Hindustan Times rated the series with 3/5 stars. The main focus of the story is on the girl raised in a conservative Sikh household and her journey from becoming an adult star and entering Bollywood. The series displays her story with a bit of a melodrama that gives it the feel of a daily soap. The actors in the webseries nonetheless, play it subtly.

The Indian Express says that the webseries was surprisingly a smooth ride. They were also critical about a few melodramatic scenes with few moments of poor acting. The series show parts were one can understand that Leone has always been the dignified and hard-working individual she is admired for today. However, Leone hardly has any screen time in the pilot of the series, and she did perform well on screen.

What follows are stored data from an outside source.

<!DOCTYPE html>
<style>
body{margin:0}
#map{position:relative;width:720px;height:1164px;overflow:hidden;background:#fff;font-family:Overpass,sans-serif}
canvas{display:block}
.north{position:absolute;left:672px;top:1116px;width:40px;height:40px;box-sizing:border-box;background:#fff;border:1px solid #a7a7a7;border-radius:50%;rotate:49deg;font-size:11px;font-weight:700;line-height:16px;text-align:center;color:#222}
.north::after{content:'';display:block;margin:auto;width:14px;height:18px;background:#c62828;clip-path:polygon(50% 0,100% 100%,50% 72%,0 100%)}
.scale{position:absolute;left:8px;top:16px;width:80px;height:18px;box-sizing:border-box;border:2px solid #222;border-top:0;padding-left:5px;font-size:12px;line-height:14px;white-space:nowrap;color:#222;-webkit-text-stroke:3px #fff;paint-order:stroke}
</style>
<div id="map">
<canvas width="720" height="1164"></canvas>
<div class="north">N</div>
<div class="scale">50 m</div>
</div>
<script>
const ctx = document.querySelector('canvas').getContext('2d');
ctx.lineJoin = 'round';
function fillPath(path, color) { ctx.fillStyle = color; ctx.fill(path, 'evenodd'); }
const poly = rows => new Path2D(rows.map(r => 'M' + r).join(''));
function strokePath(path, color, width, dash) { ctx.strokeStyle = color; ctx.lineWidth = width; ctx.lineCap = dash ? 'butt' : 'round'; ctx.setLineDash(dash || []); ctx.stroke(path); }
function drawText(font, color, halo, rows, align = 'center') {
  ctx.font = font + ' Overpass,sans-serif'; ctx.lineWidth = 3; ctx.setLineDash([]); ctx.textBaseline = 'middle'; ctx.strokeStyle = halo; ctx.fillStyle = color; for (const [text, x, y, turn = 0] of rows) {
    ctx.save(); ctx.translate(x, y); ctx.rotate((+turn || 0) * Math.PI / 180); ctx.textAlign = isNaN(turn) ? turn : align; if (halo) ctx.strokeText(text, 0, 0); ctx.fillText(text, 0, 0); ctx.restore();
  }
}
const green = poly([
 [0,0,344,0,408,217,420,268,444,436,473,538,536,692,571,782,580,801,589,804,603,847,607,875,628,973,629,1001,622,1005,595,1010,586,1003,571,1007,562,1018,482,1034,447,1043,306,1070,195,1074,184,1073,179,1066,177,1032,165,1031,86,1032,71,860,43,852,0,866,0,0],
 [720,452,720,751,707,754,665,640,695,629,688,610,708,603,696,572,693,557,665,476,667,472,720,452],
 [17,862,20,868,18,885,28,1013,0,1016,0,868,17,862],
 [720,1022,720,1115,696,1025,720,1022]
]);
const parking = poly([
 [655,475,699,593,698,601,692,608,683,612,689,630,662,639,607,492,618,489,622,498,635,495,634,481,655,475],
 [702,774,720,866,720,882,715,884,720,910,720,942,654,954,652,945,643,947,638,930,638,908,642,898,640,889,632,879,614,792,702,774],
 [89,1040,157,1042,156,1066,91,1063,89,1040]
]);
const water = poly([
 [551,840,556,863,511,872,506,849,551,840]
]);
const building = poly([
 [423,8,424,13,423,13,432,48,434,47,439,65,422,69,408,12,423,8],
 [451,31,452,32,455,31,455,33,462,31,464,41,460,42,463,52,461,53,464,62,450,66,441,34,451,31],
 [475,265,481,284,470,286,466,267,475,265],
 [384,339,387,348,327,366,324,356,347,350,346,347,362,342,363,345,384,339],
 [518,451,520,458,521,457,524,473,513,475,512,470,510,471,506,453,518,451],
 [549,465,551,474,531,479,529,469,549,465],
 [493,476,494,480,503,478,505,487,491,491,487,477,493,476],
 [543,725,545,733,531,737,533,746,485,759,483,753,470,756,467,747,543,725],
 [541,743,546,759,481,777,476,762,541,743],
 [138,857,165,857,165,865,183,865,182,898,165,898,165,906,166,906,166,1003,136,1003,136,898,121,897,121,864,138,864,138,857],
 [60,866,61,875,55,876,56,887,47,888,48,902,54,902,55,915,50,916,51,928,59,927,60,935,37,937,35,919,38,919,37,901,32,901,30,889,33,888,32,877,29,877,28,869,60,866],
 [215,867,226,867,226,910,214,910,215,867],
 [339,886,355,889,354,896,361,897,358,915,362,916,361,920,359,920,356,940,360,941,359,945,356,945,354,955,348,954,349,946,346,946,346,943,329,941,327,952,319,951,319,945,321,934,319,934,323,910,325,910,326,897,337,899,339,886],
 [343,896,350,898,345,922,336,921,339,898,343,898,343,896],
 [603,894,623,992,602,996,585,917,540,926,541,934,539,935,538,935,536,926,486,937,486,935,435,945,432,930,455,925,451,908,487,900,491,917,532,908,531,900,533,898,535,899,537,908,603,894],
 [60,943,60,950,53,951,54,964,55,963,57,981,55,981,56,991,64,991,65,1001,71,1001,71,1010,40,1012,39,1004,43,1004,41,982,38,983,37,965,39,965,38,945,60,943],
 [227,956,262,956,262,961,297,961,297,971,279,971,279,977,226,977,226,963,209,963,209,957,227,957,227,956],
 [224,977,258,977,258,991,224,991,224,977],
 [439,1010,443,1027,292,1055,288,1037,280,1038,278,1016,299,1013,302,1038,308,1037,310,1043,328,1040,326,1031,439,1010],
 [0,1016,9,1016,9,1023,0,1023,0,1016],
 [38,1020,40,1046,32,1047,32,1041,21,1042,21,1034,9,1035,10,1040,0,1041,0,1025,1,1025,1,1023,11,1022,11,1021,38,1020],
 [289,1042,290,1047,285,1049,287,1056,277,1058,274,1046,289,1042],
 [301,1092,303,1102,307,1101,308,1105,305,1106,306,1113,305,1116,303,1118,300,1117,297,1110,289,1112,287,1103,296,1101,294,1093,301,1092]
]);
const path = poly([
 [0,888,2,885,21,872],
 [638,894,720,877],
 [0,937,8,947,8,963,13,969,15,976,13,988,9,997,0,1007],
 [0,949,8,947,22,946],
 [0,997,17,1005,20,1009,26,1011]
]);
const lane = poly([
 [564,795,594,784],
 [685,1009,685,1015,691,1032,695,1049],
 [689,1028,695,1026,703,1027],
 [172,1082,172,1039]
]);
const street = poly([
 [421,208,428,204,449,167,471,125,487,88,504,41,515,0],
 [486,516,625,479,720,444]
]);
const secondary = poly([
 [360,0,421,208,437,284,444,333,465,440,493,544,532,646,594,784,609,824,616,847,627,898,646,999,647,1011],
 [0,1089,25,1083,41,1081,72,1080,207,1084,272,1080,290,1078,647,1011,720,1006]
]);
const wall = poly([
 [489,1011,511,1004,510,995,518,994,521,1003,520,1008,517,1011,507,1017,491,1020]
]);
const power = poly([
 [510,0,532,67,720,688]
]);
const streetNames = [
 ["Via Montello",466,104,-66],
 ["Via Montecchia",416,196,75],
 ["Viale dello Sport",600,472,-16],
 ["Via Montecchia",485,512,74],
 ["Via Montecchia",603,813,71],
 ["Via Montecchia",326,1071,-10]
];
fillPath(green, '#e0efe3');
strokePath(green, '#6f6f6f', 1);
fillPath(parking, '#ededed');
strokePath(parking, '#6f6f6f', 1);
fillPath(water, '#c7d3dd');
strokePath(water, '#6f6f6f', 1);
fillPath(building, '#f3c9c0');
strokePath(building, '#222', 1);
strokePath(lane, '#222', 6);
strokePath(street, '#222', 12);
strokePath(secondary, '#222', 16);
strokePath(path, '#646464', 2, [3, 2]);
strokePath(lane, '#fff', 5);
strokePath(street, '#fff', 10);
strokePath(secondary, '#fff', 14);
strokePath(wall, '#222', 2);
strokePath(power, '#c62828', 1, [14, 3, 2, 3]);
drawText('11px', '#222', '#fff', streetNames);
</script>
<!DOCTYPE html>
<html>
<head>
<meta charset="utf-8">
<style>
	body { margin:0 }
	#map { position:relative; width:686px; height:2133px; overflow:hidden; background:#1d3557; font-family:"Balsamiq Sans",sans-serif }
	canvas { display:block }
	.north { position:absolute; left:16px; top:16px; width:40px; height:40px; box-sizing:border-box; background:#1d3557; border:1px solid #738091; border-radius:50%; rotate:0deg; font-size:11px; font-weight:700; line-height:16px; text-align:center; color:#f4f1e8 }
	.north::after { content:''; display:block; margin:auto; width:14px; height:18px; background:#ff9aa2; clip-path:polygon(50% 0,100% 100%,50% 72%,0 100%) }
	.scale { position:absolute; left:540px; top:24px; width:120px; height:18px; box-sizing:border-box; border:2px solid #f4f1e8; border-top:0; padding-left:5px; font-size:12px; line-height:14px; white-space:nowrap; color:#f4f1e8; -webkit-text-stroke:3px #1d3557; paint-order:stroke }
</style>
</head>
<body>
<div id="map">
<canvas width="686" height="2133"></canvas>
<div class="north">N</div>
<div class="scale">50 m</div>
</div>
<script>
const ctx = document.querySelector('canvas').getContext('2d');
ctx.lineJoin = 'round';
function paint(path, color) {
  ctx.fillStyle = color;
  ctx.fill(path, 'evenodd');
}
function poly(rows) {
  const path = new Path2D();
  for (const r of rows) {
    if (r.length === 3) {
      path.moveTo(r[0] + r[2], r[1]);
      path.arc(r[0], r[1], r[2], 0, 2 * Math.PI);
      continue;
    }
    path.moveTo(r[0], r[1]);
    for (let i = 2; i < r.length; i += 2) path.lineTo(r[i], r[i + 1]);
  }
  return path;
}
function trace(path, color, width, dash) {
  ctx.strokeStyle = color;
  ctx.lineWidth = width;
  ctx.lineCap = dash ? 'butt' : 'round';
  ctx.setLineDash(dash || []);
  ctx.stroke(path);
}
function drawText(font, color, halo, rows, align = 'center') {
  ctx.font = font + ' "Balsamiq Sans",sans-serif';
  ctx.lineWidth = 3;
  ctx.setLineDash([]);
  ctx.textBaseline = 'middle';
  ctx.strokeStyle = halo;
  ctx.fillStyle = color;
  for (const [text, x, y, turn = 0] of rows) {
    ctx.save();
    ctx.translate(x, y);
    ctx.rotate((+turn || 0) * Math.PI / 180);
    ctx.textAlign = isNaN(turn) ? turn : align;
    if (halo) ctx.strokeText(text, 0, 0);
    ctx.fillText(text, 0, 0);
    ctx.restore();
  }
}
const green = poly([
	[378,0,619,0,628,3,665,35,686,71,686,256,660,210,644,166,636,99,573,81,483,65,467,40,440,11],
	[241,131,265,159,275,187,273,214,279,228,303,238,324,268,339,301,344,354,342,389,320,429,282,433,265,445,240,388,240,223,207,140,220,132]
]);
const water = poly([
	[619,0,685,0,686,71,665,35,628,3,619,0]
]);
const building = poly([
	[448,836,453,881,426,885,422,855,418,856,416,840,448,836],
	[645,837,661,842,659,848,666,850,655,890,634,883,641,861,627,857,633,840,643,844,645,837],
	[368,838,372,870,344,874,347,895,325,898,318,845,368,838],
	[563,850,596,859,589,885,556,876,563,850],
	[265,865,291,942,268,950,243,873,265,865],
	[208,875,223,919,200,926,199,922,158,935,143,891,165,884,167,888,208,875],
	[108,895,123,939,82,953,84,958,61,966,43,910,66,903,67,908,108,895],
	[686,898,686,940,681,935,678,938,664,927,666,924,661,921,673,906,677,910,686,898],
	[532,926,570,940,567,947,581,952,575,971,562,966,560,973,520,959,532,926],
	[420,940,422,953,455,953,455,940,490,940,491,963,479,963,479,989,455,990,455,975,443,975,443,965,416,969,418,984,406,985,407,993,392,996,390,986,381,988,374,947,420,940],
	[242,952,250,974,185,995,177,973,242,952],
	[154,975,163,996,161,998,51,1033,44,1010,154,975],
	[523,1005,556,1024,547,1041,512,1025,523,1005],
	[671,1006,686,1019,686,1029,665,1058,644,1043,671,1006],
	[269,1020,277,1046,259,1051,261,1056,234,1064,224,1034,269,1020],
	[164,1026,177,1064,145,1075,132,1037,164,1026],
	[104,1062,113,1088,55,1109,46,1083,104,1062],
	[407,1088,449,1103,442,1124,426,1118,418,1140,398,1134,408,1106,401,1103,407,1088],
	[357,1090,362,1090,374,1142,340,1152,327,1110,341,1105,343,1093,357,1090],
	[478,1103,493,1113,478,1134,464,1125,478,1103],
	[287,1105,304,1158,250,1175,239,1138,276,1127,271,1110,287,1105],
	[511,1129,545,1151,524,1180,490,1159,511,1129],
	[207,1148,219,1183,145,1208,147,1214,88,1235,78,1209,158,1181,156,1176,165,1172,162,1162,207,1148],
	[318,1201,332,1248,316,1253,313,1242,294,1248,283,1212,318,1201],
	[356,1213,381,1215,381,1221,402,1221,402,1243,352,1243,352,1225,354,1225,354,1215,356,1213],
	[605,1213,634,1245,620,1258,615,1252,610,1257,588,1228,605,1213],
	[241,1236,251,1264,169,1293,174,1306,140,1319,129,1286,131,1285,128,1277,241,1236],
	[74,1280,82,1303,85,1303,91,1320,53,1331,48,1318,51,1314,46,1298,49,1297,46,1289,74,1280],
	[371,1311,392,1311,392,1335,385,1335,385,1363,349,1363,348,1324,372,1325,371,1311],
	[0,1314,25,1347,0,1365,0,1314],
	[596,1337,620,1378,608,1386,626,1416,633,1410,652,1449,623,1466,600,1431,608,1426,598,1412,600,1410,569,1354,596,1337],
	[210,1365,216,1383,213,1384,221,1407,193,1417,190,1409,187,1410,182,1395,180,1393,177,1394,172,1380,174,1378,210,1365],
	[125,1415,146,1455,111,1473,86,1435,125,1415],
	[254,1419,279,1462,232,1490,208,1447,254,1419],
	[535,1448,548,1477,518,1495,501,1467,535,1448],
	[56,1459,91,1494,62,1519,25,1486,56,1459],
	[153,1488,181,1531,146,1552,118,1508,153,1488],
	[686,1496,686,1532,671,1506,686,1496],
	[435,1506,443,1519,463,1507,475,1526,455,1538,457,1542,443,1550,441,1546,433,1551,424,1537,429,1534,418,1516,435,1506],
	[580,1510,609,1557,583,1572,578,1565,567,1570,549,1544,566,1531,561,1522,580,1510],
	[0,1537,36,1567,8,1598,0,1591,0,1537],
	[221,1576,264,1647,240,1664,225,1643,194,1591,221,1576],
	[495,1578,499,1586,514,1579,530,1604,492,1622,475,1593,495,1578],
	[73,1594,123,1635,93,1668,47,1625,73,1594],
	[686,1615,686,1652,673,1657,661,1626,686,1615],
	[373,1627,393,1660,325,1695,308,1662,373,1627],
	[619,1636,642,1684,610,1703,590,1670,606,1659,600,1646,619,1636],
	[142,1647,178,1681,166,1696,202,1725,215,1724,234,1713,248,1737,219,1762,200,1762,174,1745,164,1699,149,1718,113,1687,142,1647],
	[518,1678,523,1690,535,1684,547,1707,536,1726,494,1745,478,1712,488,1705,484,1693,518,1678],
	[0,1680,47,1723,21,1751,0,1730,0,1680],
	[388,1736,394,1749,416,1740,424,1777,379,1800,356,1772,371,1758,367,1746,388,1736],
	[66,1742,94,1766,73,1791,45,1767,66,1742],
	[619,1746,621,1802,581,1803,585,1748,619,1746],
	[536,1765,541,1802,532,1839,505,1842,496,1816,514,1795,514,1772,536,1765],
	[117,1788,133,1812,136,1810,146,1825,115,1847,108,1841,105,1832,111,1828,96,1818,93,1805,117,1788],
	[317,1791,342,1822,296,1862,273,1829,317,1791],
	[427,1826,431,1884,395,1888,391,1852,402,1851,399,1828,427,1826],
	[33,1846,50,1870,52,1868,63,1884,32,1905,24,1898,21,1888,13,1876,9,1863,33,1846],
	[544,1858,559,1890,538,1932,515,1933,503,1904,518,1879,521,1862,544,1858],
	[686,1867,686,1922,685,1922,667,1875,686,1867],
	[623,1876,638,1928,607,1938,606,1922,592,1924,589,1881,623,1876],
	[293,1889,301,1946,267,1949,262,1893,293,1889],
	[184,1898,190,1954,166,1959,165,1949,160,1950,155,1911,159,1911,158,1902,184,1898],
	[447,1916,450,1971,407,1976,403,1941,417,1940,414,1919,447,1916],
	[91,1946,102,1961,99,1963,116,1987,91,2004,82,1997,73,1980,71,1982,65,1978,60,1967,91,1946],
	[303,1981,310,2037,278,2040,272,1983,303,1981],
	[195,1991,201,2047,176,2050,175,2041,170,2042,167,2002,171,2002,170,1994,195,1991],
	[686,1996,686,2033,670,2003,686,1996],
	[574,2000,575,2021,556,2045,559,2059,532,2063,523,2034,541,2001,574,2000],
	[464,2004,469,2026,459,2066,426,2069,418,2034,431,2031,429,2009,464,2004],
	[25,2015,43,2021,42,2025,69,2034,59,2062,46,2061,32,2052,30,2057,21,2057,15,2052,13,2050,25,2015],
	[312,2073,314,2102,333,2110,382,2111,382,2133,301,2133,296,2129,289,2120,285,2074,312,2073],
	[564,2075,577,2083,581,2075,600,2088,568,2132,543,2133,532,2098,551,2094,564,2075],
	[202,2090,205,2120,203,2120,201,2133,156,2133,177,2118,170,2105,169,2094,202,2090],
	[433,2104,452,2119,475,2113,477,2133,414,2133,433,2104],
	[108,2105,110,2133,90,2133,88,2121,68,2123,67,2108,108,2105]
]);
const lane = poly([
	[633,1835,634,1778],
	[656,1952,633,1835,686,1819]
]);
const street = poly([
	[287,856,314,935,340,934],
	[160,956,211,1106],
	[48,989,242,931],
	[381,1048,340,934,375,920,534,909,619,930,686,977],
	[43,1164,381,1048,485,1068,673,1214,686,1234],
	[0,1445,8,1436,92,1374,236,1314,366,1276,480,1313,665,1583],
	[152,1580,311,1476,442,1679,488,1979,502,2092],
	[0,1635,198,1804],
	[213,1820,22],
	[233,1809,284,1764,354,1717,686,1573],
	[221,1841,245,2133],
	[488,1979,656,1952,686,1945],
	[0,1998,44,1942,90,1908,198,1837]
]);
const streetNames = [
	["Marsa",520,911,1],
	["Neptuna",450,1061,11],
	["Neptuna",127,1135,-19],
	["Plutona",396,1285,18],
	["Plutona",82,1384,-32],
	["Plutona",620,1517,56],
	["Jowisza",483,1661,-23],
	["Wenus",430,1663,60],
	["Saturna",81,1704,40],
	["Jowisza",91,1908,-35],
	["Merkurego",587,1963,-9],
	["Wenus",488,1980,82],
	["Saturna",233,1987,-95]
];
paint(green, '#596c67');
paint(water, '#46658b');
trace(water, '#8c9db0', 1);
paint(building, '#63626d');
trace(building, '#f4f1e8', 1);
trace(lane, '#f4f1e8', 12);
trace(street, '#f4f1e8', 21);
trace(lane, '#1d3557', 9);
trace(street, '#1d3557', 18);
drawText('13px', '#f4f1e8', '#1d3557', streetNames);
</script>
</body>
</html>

The Quint reviewed the series, which received quite favorable responses in its first season. This season primarily explores various aspects of Leone's love life. However, the new season is much more interesting. Notably, all six episodes of season two only feature snippets of Leone's porn career. While the web series does not boast the best production values, the second season remarkably makes Karenjit feel more human than ever.